Stored data entries:
Start of Block
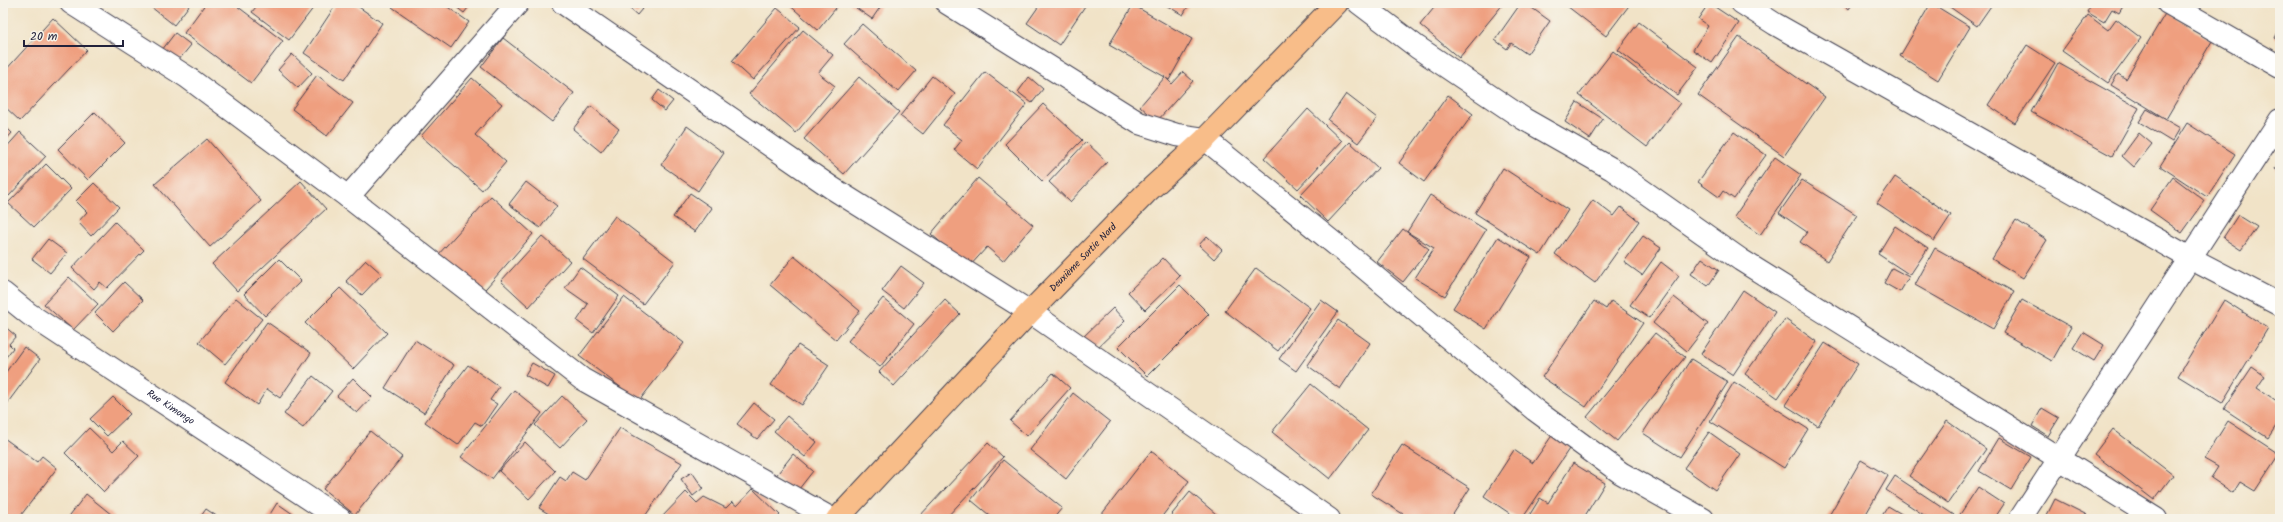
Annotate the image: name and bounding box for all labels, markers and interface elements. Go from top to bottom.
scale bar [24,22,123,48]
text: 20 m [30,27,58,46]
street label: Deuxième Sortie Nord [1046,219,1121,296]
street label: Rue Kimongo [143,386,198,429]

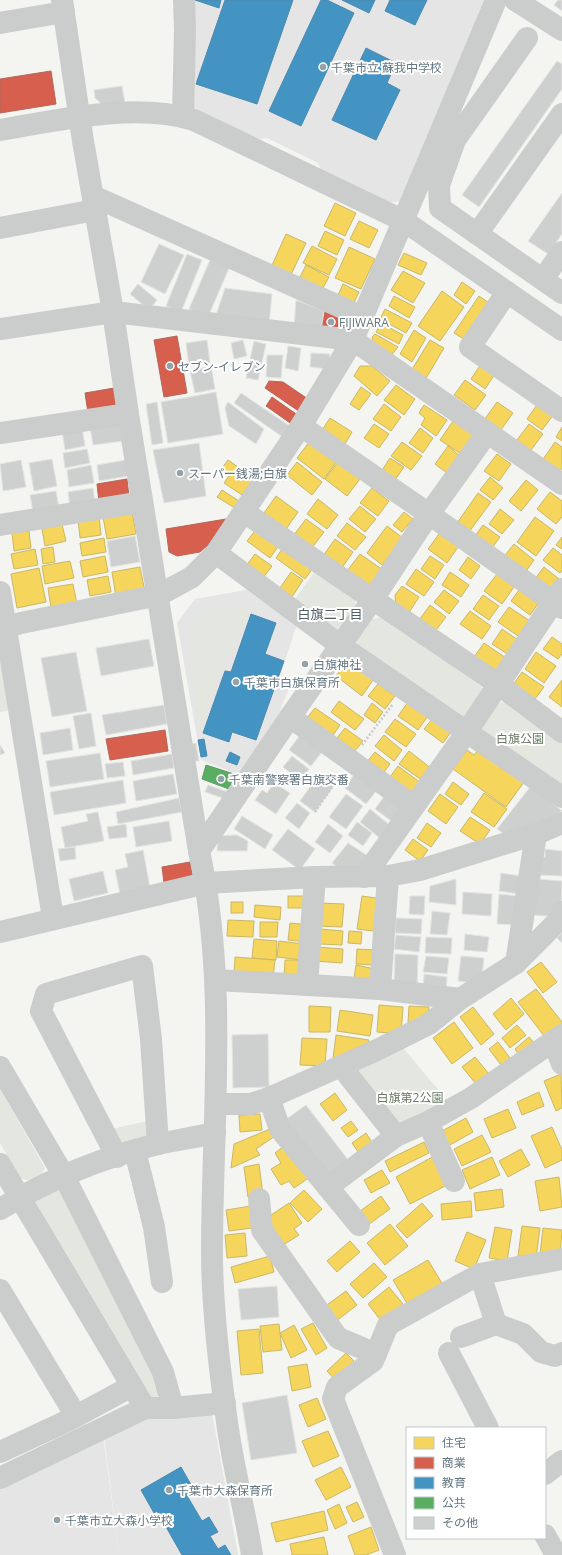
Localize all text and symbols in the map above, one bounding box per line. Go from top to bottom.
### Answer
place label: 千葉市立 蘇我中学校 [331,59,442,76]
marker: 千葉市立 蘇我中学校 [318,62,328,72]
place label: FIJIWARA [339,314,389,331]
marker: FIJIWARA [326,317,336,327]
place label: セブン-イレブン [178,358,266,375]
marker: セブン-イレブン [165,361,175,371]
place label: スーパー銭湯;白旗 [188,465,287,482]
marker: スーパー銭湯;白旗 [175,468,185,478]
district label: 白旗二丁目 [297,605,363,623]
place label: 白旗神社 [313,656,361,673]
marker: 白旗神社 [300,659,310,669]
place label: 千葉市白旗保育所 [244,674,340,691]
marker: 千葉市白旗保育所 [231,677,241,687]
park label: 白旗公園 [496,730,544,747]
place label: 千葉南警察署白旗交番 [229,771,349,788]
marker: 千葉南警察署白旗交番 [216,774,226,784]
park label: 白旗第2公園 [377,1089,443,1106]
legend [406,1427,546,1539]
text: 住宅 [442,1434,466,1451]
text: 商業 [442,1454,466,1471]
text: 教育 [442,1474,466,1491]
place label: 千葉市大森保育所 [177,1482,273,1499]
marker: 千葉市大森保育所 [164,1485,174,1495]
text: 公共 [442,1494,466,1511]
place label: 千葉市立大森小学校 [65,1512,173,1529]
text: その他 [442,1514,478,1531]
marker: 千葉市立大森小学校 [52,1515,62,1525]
End of Block
• **YOUR INSTRUCTIONS**:
Report every line of the records that contains the word "千葉市大森保育所".

• **YOUR RESPONSE**:
place label: 千葉市大森保育所 [177,1482,273,1499]
marker: 千葉市大森保育所 [164,1485,174,1495]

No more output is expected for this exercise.